### ASSIGNMENT:
Below is a set of entries. Print the line that contains "<div><p>Heart rate</p><b>150<small> bpm</small></b></div>" and every later line word for word, through the final one.

### PROVIDED ENTRIES:
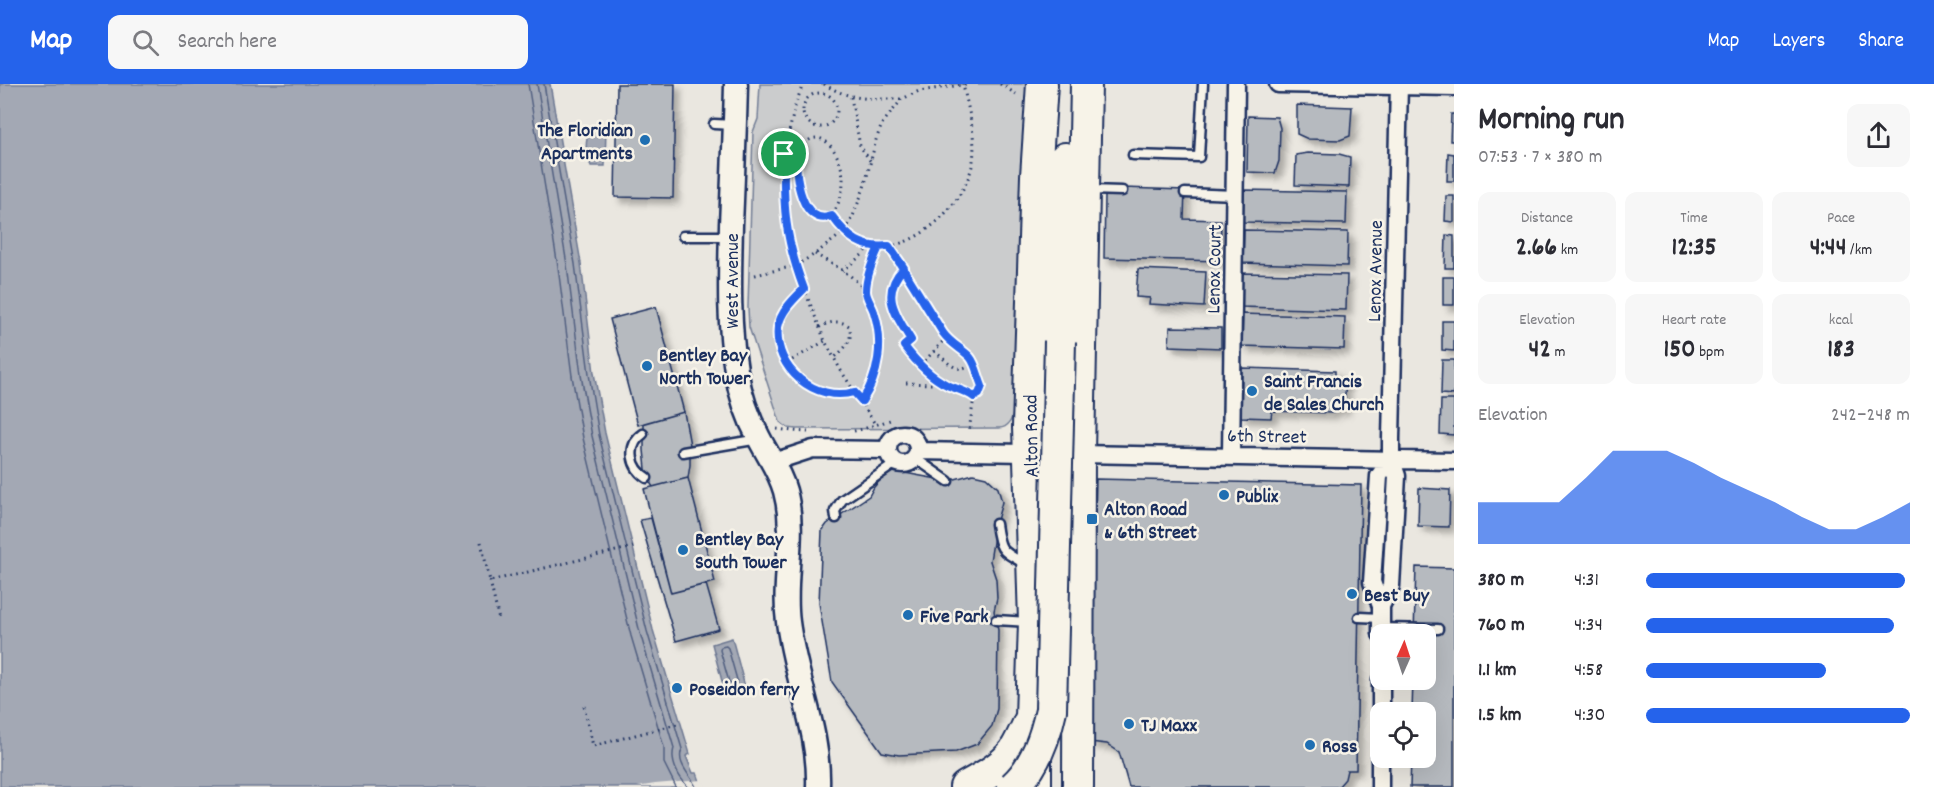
<!DOCTYPE html>
<meta charset="utf-8">
<style>
body{margin:0;font-family:Dekko,sans-serif;background:#f7f7f7;color:#2b2b33;height:100vh;display:flex;flex-direction:column;font-size:22px;white-space:nowrap}
*{box-sizing:border-box;margin:0}
p{font-size:20px;color:#7c7c81}
.icon{flex:none;width:33px;height:33px;fill:none;stroke:currentColor;stroke-width:2;stroke-linecap:round;stroke-linejoin:round}
.map{position:relative;flex:1;overflow:hidden}
.panel{display:flex;flex-direction:column;background:#fff;width:480px}
.panel>*{flex:none}
.needle{width:39px;rotate:3deg}
.buttons{position:absolute;left:1370px;top:540px;display:grid;gap:12px}
.buttons a{display:grid;place-items:center;width:66px;height:66px;border-radius:12px;background:#fff;box-shadow:0 6px 24px #0002;font-size:30px}
.pin{position:absolute;display:grid;place-items:center;width:51px;height:51px;color:#fff;margin:-26px;border:3px solid #fff;border-radius:50%;box-shadow:0 2px 6px #0007}
.round{display:grid;place-items:center;flex:none;width:63px;height:63px;border-radius:12px;background:#f7f7f7}
.headline{display:flex;align-items:center;justify-content:space-between;height:102px;padding:0 24px}
h1{font-size:33px;font-weight:700;line-height:45px}
.metrics{display:grid;grid-template-columns:repeat(3,1fr);gap:9px;height:102px;padding:6px 24px}
.metrics div{display:grid;align-content:center;border-radius:12px;background:#f7f7f7;text-align:center}
.metrics b{font-size:26px;font-weight:700}
.metrics small{font-size:16px;font-weight:400}
.metrics p{font-size:16px}
.chart{height:168px;padding:12px 24px}
.chart p{display:flex;justify-content:space-between}
.chart svg{width:100%;height:108px;margin-top:6px;fill:#2563eb;opacity:.7}
ul{padding:0 24px;list-style:none;font-size:20px}
li{display:grid;grid-template-columns:96px 72px 1fr;align-items:center;height:45px}
li i{height:15px;border-radius:8px;background:#2563eb}
header{display:flex;align-items:center;gap:36px;box-sizing:border-box;height:84px;padding:0 30px;background:#2563eb;color:#fff}
header strong{font-size:28px}
nav{display:flex;gap:33px;margin-inline-start:auto;font-size:21px}
.search{width:420px;height:54px;background:#f7f7f7;display:flex;align-items:center;gap:15px;box-sizing:border-box;padding:0 21px;border-radius:12px;color:#7c7c81;font-size:22px}
main{display:flex;flex:1;min-height:0}
.map>svg:first-child{display:block}
.park{fill:#cbcccd;stroke:#737e96;stroke-width:1.5}
.water{fill:#a3a8b4;stroke:#6d7892;stroke-width:1.5}
.pier{fill:#eae7e0}
.lines{fill:none;stroke-linecap:round;stroke-linejoin:round}
.shore{stroke:#515f80;stroke-width:1.5}
.building{fill:#b6babf;stroke:#1b2f5e;stroke-width:1.5;filter:url(#shadow)}
.lane-casing{stroke:#1b2f5e;stroke-width:13}
.street-casing{stroke:#1b2f5e;stroke-width:21}
.secondary-casing{stroke:#1b2f5e;stroke-width:27}
.highway-casing{stroke:#1b2f5e;stroke-width:34}
.path{stroke:#1b2f5e;stroke-width:3;stroke-dasharray:1.5 4.5;stroke-linecap:butt}
.lane{stroke:#f7f3e8;stroke-width:8}
.street{stroke:#f7f3e8;stroke-width:16}
.secondary{stroke:#f7f3e8;stroke-width:22}
.highway{stroke:#f7f3e8;stroke-width:30}
.highway-bridge-casing{stroke:#1b2f5e;stroke-width:34;stroke-linecap:butt}
.highway-bridge{stroke:#f7f3e8;stroke-width:30}
.route-casing{stroke:#fff;stroke-width:12}
.route{stroke:#2563eb;stroke-width:8}
.poi-dot{fill:#1f6fb2;stroke:#f7f3e8;stroke-width:2}
.labels{text-anchor:middle;stroke-width:5;stroke-linejoin:round;paint-order:stroke}
.poi-label{font-size:20px;font-weight:bold;fill:#1b2f5e;stroke:#f7f3e8;text-anchor:start}
.street-label{font-size:20px;fill:#1b2f5e;stroke:#f7f3e8}
</style>
<header>
<strong>Map</strong>
<div class="search"><svg class="icon" aria-label="search" viewBox="0 0 24 24"><circle cx="10" cy="10" r="6"/><path d="M15 15l6 6"/></svg>Search here</div>
<nav><a>Map</a><a>Layers</a><a>Share</a></nav>
</header>
<main>
<div class="map">
<svg width="1454" height="703" viewBox="0 0 1454 703">
<defs>
<filter id="shadow"><feDropShadow dx="5.5" dy="5.5" stdDeviation="3" flood-color="#0004"/></filter>
</defs>
<rect width="100%" height="100%" fill="#eae7e0"/>
<filter id="ink" filterUnits="userSpaceOnUse"><feTurbulence type="fractalNoise" baseFrequency=".0167" numOctaves="2"/><feDisplacementMap in="SourceGraphic" scale="12" xChannelSelector="R" yChannelSelector="G"/><feConvolveMatrix kernelMatrix="1 2 1 2 8 2 1 2 1" color-interpolation-filters="sRGB"/></filter>
<g filter="url(#ink)">
<path class="park" d="M 760,0 L 1028,0 L 1014,326 C 1012,335 1009,344 999,344 L 796,345 L 788,344 L 780,338 L 749,243 L 748,223 L 753,48 L 758,35 Z"/>
<path class="water" d="M 0,0 L 550,0 L 581,179 L 594,289 L 605,349 L 653,546 L 690,670 L 686,672 L 693,689 L 697,689 L 702,703 L 0,703 Z
M 591,44 L 606,44 L 605,82 L 591,82 C 585,69 584,57 591,44 Z
M 732,554 L 745,603 L 725,608 L 712,560 Z"/>
<path class="pier" d="M 702,696 L 705,703 L 637,703 L 655,700 Z"/>
<g class="lines">
<path class="shore" d="M 528,0 L 558,183 L 572,292 L 583,354 L 631,552 L 664,663 L 664,679 L 676,703
M 537,0 L 567,181 L 581,291 L 592,352 L 640,549 L 674,664 C 670,678 678,692 688,703
M 544,0 L 575,180 L 589,290 L 599,351 L 647,547 L 682,665 C 676,680 690,690 696,703
M 726,562 L 728,564 L 737,596 L 736,599 L 732,600 L 729,598 L 720,566 L 721,563 Z"/>
</g>
<path class="building" d="M 617,0 L 675,0 L 673,114 L 615,113 Z
M 1297,21 L 1352,23 L 1350,52 L 1340,56 L 1308,55 L 1297,50 Z
M 1451,30 L 1454,30 L 1454,57 L 1450,57 Z
M 1248,32 L 1277,33 L 1280,44 L 1279,77 L 1275,89 L 1247,88 Z
M 1308,69 L 1339,70 L 1350,73 L 1349,103 L 1295,101 L 1296,71 Z
M 1448,69 L 1454,70 L 1454,97 L 1447,97 Z
M 1123,104 L 1185,106 L 1184,135 L 1221,136 L 1220,177 L 1104,174 L 1105,112 L 1122,112 Z
M 1244,106 L 1347,108 L 1346,140 L 1243,138 Z
M 1446,112 L 1454,112 L 1454,138 L 1445,137 Z
M 1244,146 L 1348,148 L 1347,182 L 1243,179 Z
M 1446,151 L 1454,152 L 1454,184 L 1445,184 Z
M 1138,185 L 1206,188 L 1204,223 L 1149,220 L 1150,214 L 1136,213 Z
M 1242,189 L 1347,191 L 1346,226 L 1241,223 Z
M 1443,193 L 1454,193 L 1454,221 L 1443,221 Z
M 656,223 L 684,328 L 638,341 L 610,235 Z
M 1243,230 L 1345,233 L 1344,265 L 1242,262 Z
M 1442,237 L 1454,237 L 1454,267 L 1442,266 Z
M 1170,243 L 1221,244 L 1221,264 L 1169,262 Z
M 1442,276 L 1454,276 L 1454,311 L 1441,310 Z
M 1242,284 L 1335,287 L 1335,295 L 1346,295 L 1344,325 L 1334,325 L 1333,329 L 1272,327 L 1271,334 L 1241,333 Z
M 1441,316 L 1454,316 L 1454,351 L 1440,350 Z
M 684,328 L 690,361 L 690,381 L 688,394 L 653,403 L 647,394 L 644,366 L 644,339 Z
M 894,387 L 948,397 L 973,390 L 986,393 L 998,404 L 1002,418 L 996,440 L 990,477 L 996,495 L 997,514 L 994,527 L 998,546 L 997,625 L 992,642 L 977,660 L 956,668 L 899,671 L 882,668 L 832,598 L 819,519 L 822,447 L 827,440 L 869,412 L 874,403 L 885,391 Z
M 688,394 L 715,498 L 671,509 L 644,405 Z
M 1096,395 L 1361,401 L 1356,686 L 1347,686 L 1345,695 L 1338,703 L 1129,703 L 1119,668 L 1107,660 L 1090,658 Z
M 1419,404 L 1450,406 L 1449,443 L 1418,442 Z
M 651,434 L 671,509 L 706,500 L 719,545 L 676,557 L 640,436 Z
M 1416,483 L 1454,484 L 1454,703 L 1410,703 L 1411,674 L 1425,674 L 1425,628 L 1412,628 L 1413,596 L 1425,596 L 1425,550 L 1414,550 Z"/>
<g class="lines">
<defs>
<path id="lane" d="M 714,40 L 735,41
M 1133,71 L 1199,73 L 1203,0
M 1089,106 L 1122,107
M 1185,109 L 1235,111
M 683,152 L 731,152
M 643,350 C 626,362 631,384 647,394
M 683,368 L 759,355
M 915,374 L 948,397
M 836,434 L 835,427 L 842,416 L 896,379
M 996,440 C 1000,468 1001,466 1025,480
M 1359,533 L 1381,534
M 996,536 L 1028,538
M 1381,544 L 1438,545"/>
<path id="street" d="M 1278,0 L 1454,3
M888 365a15 15 0 1 1 30 0a15 15 0 1 1-30 0Z
M 918,367 L 1028,369
M 1079,370 L 1454,377
M 1231,371 L 1236,0
M 773,378 L 813,365 L 887,366
M 1381,522 L 1391,502 L 1397,392 L 1391,375 L 1391,355 L 1399,0
M 1381,550 L 1381,522 L 1372,498 L 1379,392 L 1391,375
M 1381,628 L 1381,596
M 1380,703 L 1380,674"/>
<path id="secondary" d="M 736,0 C 735,47 733,94 731,141 C 730,189 728,238 736,286 C 740,310 747,332 759,354 C 768,372 780,388 785,407 C 797,450 782,495 788,538 C 795,594 820,647 818,703"/>
<path id="highway" d="M 1060,257 L 1065,74
M 965,703 C 983,693 1002,683 1014,667 C 1021,656 1026,644 1031,633
M 1036,703 L 1036,645 L 1031,633 L 1034,538 L 1028,343 L 1036,92 L 1042,0
M 1078,703 L 1079,370 L 1086,0"/>
</defs>
<use href="#lane" class="lane-casing"/>
<use href="#street" class="street-casing"/>
<use href="#secondary" class="secondary-casing"/>
<use href="#highway" class="highway-casing"/>
<path class="path" d="M 824,0 C 850,17 873,15 902,15
M 1000,0 L 1016,10
M803 26a17 17 0 1 1 34 0a17 17 0 1 1-34 0Z
M 851,13 L 860,62 L 871,78
M 784,70 L 795,22 L 803,0
M 797,71 L 784,70 L 785,130 L 788,158 L 795,182 L 825,257 L 840,285 L 875,340
M 832,132 C 801,145 786,78 804,60 C 826,39 844,79 843,97 C 843,110 838,121 832,132 C 839,142 846,152 858,158 C 904,179 962,126 972,82 C 978,56 968,26 963,0
M 890,162 L 904,184 C 879,209 896,231 911,256 L 904,262 L 912,272 L 932,291 L 974,313 L 969,347
M 815,170 C 830,179 849,188 861,202 C 887,233 883,284 862,317
M 904,184 L 949,258 L 972,276 L 982,302 L 979,310 L 974,313
M 842,187 L 862,171 L 869,162
M 755,191 L 795,182 L 815,170 L 844,148 L 853,132 L 864,104 L 876,56 L 882,40 L 902,15 L 919,7 L 969,0
M 804,205 C 793,216 781,227 778,243 C 773,285 816,319 854,307
M 866,208 L 872,177 L 879,163
M 819,243 C 830,238 838,235 849,242 C 854,257 844,265 834,274
M 934,267 C 949,278 957,293 973,278
M 787,279 L 825,257
M 921,281 L 946,254
M 906,299 L 932,300
M 777,345 L 792,347 L 808,348
M 854,347 L 863,345 L 893,335
M 481,458 L 490,497 L 633,463
M 490,497 L 499,536
M 584,622 L 593,662 L 681,639"/>
<use href="#lane" class="lane"/>
<use href="#street" class="street"/>
<use href="#secondary" class="secondary"/>
<use href="#highway" class="highway"/>
<defs>
<path id="highway-bridge" d="M 1013,703 C 1035,684 1045,654 1051,626 L 1060,257"/>
</defs>
<use href="#highway-bridge" class="highway-bridge-casing"/>
<use href="#highway-bridge" class="highway-bridge"/>
</g>
</g>
<g class="lines" filter="url(#ink)">
<defs>
<path id="route" d="M 784,70 C 783,123 785,155 804,205 C 793,216 781,227 778,243 C 773,285 816,319 854,308 L 862,317 C 879,291 884,259 874,228 C 872,221 866,214 866,207 C 866,192 873,176 879,163 L 889,162 L 943,249 C 951,260 961,264 970,273 C 976,280 978,293 982,302 L 979,310 L 974,313 C 966,307 956,305 947,301 C 929,292 916,278 904,262 L 911,256 C 896,231 879,210 904,184 L 889,162 C 861,165 848,154 832,132 C 802,144 794,91 797,71 L 784,70"/>
</defs>
<use href="#route" class="route-casing"/>
<use href="#route" class="route"/>
</g>
<g class="poi-dot">
<circle cx="645" cy="56" r="6"/>
<circle cx="647" cy="282" r="6"/>
<circle cx="1252" cy="307" r="6"/>
<circle cx="1224" cy="411" r="6"/>
<rect x="1086" y="429" width="12" height="12" rx="3"/>
<circle cx="683" cy="466" r="6"/>
<circle cx="1352" cy="510" r="6"/>
<circle cx="908" cy="531" r="6"/>
<circle cx="677" cy="604" r="6"/>
<circle cx="1129" cy="640" r="6"/>
<circle cx="1310" cy="661" r="6"/>
</g>
<g class="labels">
<g class="poi-label">
<text x="633" y="52" text-anchor="end">The Floridian<tspan x="633" dy="23">Apartments</tspan></text>
<text x="659" y="277">Bentley Bay<tspan x="659" dy="23">North Tower</tspan></text>
<text x="1264" y="303">Saint Francis<tspan x="1264" dy="23">de Sales Church</tspan></text>
<text x="1236" y="418">Publix</text>
<text x="1104" y="431">Alton Road<tspan x="1104" dy="23">&amp; 6th Street</tspan></text>
<text x="695" y="461">Bentley Bay<tspan x="695" dy="23">South Tower</tspan></text>
<text x="1364" y="517">Best Buy</text>
<text x="920" y="538">Five Park</text>
<text x="689" y="611">Poseidon ferry</text>
<text x="1141" y="647">TJ Maxx</text>
<text x="1322" y="668">Ross</text>
</g>
<g class="street-label">
<text transform="translate(1213 185) rotate(-89)" y="7">Lenox Court</text>
<text transform="translate(1374 187) rotate(-89)" y="7">Lenox Avenue</text>
<text transform="translate(731 197) rotate(-90)" y="7">West Avenue</text>
<text transform="translate(1267 351) rotate(1)" y="7">6th Street</text>
<text transform="translate(1030 352) rotate(-91)" y="7">Alton Road</text>
</g>
</g>
</svg>
<div class="buttons">
<a><svg class="needle" viewBox="-14 -14 28 28"><path d="M0-13l5 13h-10z" fill="#e53935"/><path d="M0 13l5-13h-10z" fill="#7c7c81"/></svg></a>
<a><svg class="icon" aria-label="locate" viewBox="0 0 24 24"><circle cx="12" cy="12" r="6"/><path d="M12 2v4M12 18v4M2 12h4M18 12h4"/></svg></a>
</div>
<div class="pin" style="left:784px;top:70px;background:#1e9e55"><svg class="icon" aria-label="arrive" viewBox="0 0 24 24"><path d="M6 21V4h12l-3 4 3 4H6"/></svg></div>
</div>
<section class="panel">
<div class="headline"><div><h1>Morning run</h1><p>07:53 · 7 × 380 m</p></div><a class="round"><svg class="icon" aria-label="share" viewBox="0 0 24 24"><path d="M12 15V3M7 8l5-5 5 5M5 13v7h14v-7"/></svg></a></div>
<div class="metrics">
<div><p>Distance</p><b>2.66<small> km</small></b></div>
<div><p>Time</p><b>12:35</b></div>
<div><p>Pace</p><b>4:44<small> /km</small></b></div>
</div>
<div class="metrics">
<div><p>Elevation</p><b>42<small> m</small></b></div>
<div><p>Heart rate</p><b>150<small> bpm</small></b></div>
<div><p>kcal</p><b>183</b></div>
</div>
<div class="chart"><p><span>Elevation</span>242–248 m</p>
<svg viewBox="0 0 160 44" preserveAspectRatio="none"><path d="M0 44V27L10 27L20 27L30 27L40 17L50 6L60 6L70 6L80 11L90 17L100 22L110 27L120 33L130 38L140 38L150 33L160 27V44z"/></svg>
</div>
<ul>
<li><b>380 m</b>4:31<i style="width:98%"></i></li>
<li><b>760 m</b>4:34<i style="width:94%"></i></li>
<li><b>1.1 km</b>4:58<i style="width:68%"></i></li>
<li><b>1.5 km</b>4:30<i style="width:100%"></i></li>
</ul>
</section>
</main>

### REPLY:
<div><p>Heart rate</p><b>150<small> bpm</small></b></div>
<div><p>kcal</p><b>183</b></div>
</div>
<div class="chart"><p><span>Elevation</span>242–248 m</p>
<svg viewBox="0 0 160 44" preserveAspectRatio="none"><path d="M0 44V27L10 27L20 27L30 27L40 17L50 6L60 6L70 6L80 11L90 17L100 22L110 27L120 33L130 38L140 38L150 33L160 27V44z"/></svg>
</div>
<ul>
<li><b>380 m</b>4:31<i style="width:98%"></i></li>
<li><b>760 m</b>4:34<i style="width:94%"></i></li>
<li><b>1.1 km</b>4:58<i style="width:68%"></i></li>
<li><b>1.5 km</b>4:30<i style="width:100%"></i></li>
</ul>
</section>
</main>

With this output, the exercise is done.